• _ABOUT THIS TASK_
Please restate the records below verbatim, omitting every image they hold.

• _THE RECORDS_
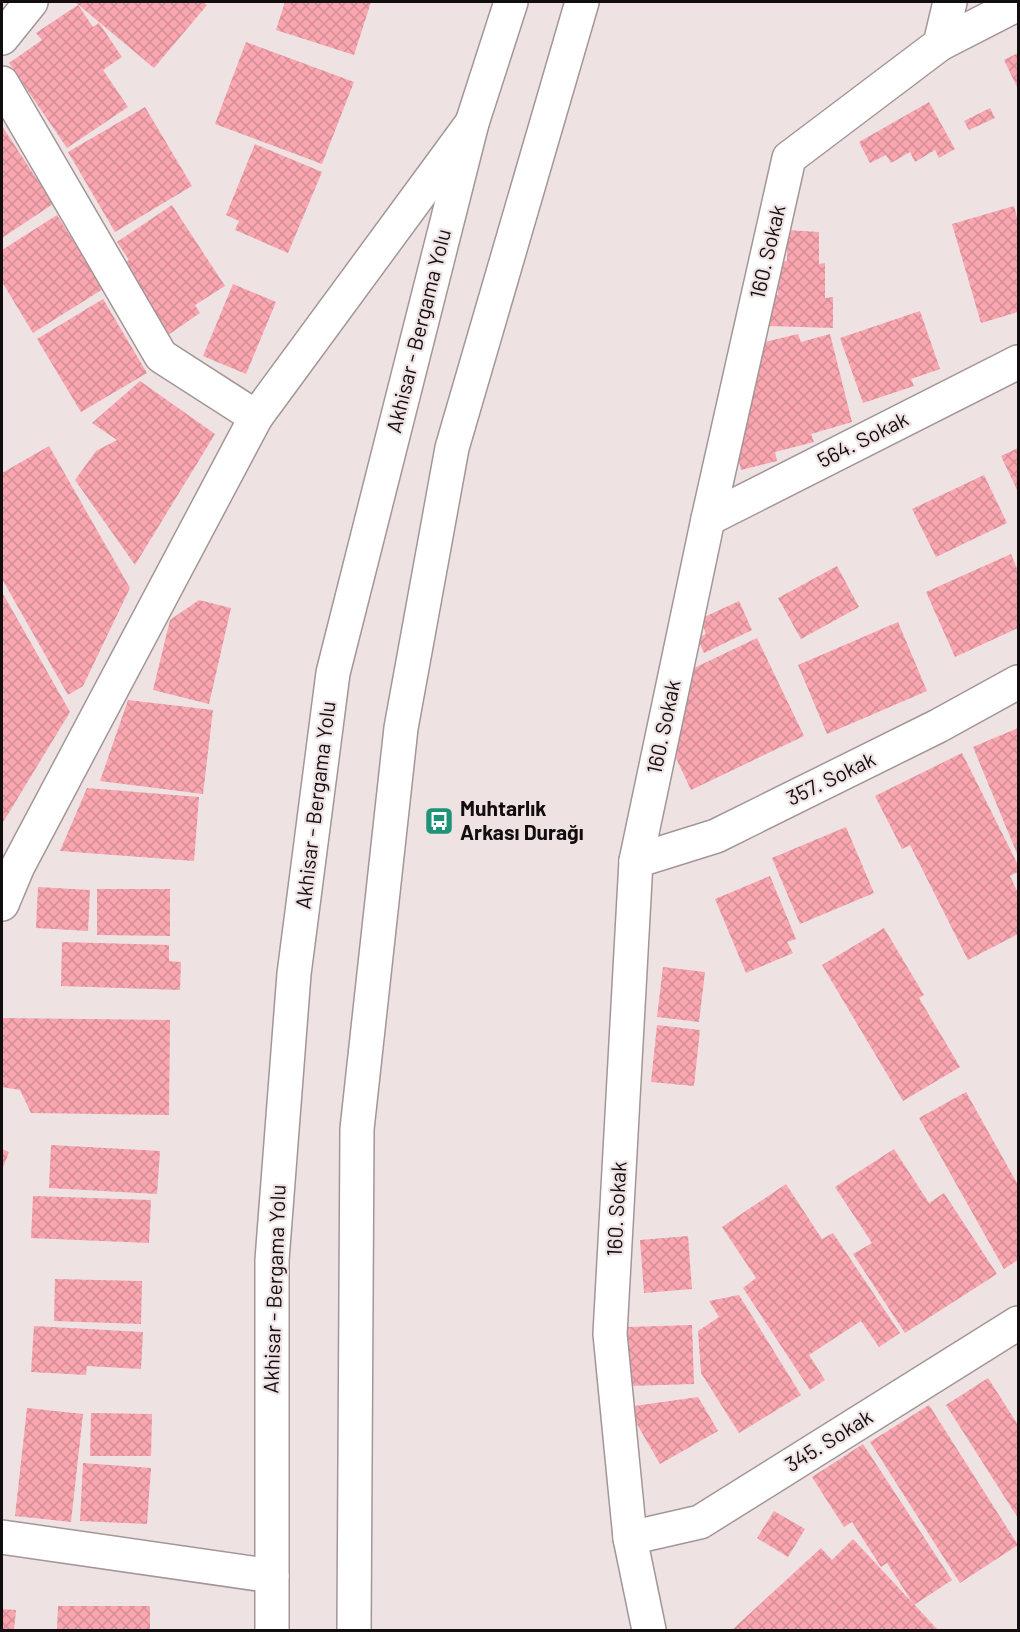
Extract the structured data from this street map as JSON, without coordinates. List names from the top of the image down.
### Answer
{
  "streets": {
    "street": [
      "160. Sokak",
      "Akhisar - Bergama Yolu",
      "564. Sokak",
      "357. Sokak",
      "345. Sokak"
    ]
  },
  "crossings": [
    ["160. Sokak", "564. Sokak"],
    ["160. Sokak", "357. Sokak"],
    ["160. Sokak", "345. Sokak"]
  ],
  "places": {
    "bus stop": ["Muhtarlık Arkası Durağı"]
  }
}
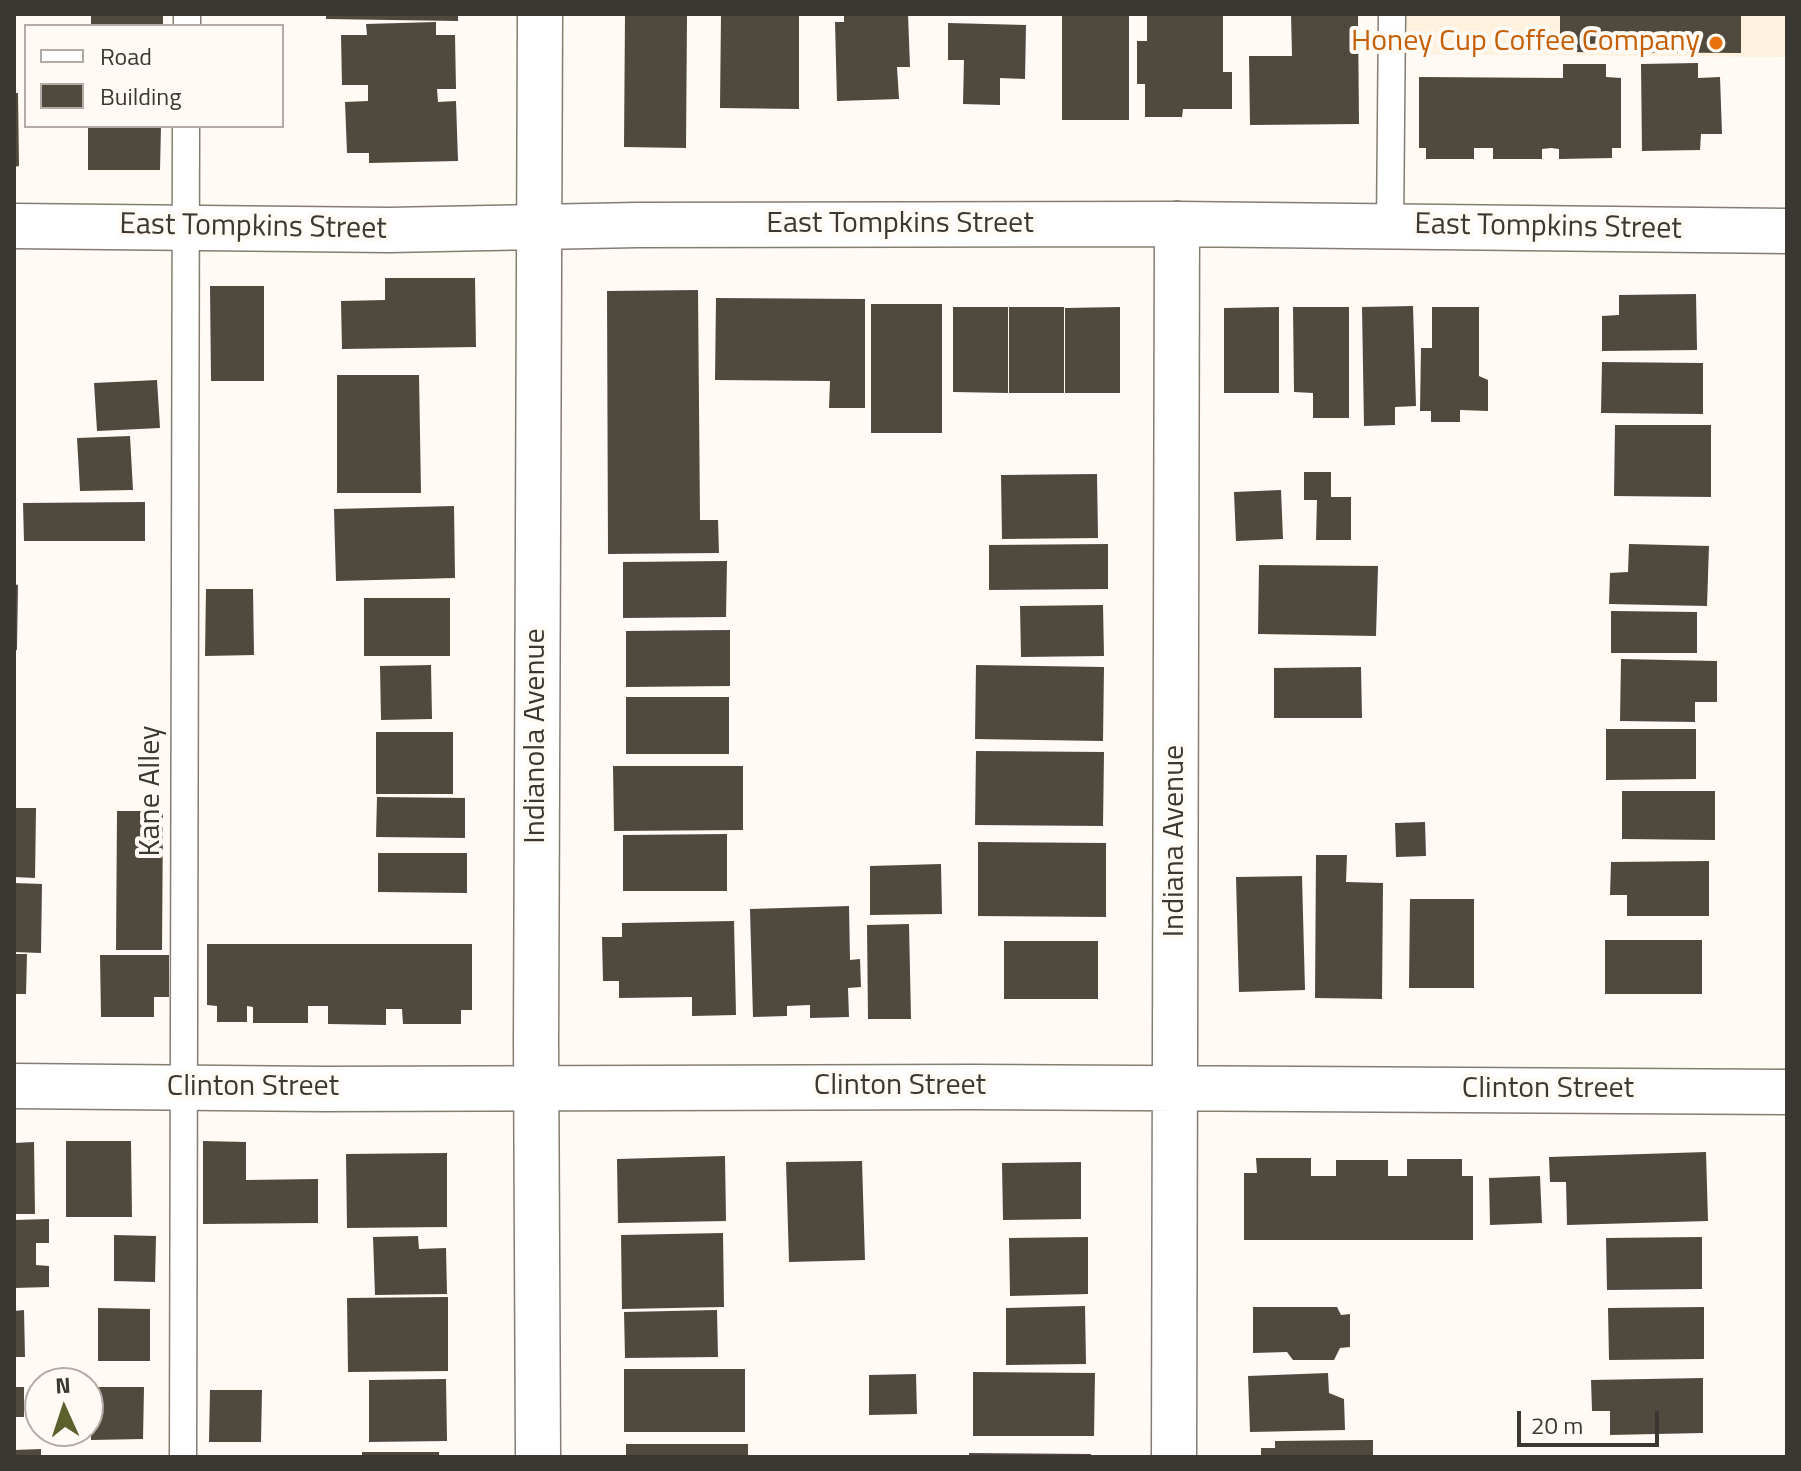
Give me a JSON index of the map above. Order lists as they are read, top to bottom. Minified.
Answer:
{"streets":{"street":["East Tompkins Street","Indianola Avenue","Indiana Avenue","Clinton Street"],"lane":["Kane Alley"]},"crossings":[["East Tompkins Street","Indianola Avenue"],["East Tompkins Street","Kane Alley"],["East Tompkins Street","Indiana Avenue"],["Indianola Avenue","Clinton Street"],["Kane Alley","Clinton Street"],["Indiana Avenue","Clinton Street"]],"places":["Honey Cup Coffee Company"],"legend":["Road","Building"],"scale_bar":"20 m","north":"top"}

• _RESPONSE AREA_
Extract the structured data from this street map as JSON, without coordinates. List names from the top of the image down.
### Answer
{
  "streets": {
    "street": [
      "160. Sokak",
      "Akhisar - Bergama Yolu",
      "564. Sokak",
      "357. Sokak",
      "345. Sokak"
    ]
  },
  "crossings": [
    ["160. Sokak", "564. Sokak"],
    ["160. Sokak", "357. Sokak"],
    ["160. Sokak", "345. Sokak"]
  ],
  "places": {
    "bus stop": ["Muhtarlık Arkası Durağı"]
  }
}
Give me a JSON index of the map above. Order lists as they are read, top to bottom. Minified.
Answer:
{"streets":{"street":["East Tompkins Street","Indianola Avenue","Indiana Avenue","Clinton Street"],"lane":["Kane Alley"]},"crossings":[["East Tompkins Street","Indianola Avenue"],["East Tompkins Street","Kane Alley"],["East Tompkins Street","Indiana Avenue"],["Indianola Avenue","Clinton Street"],["Kane Alley","Clinton Street"],["Indiana Avenue","Clinton Street"]],"places":["Honey Cup Coffee Company"],"legend":["Road","Building"],"scale_bar":"20 m","north":"top"}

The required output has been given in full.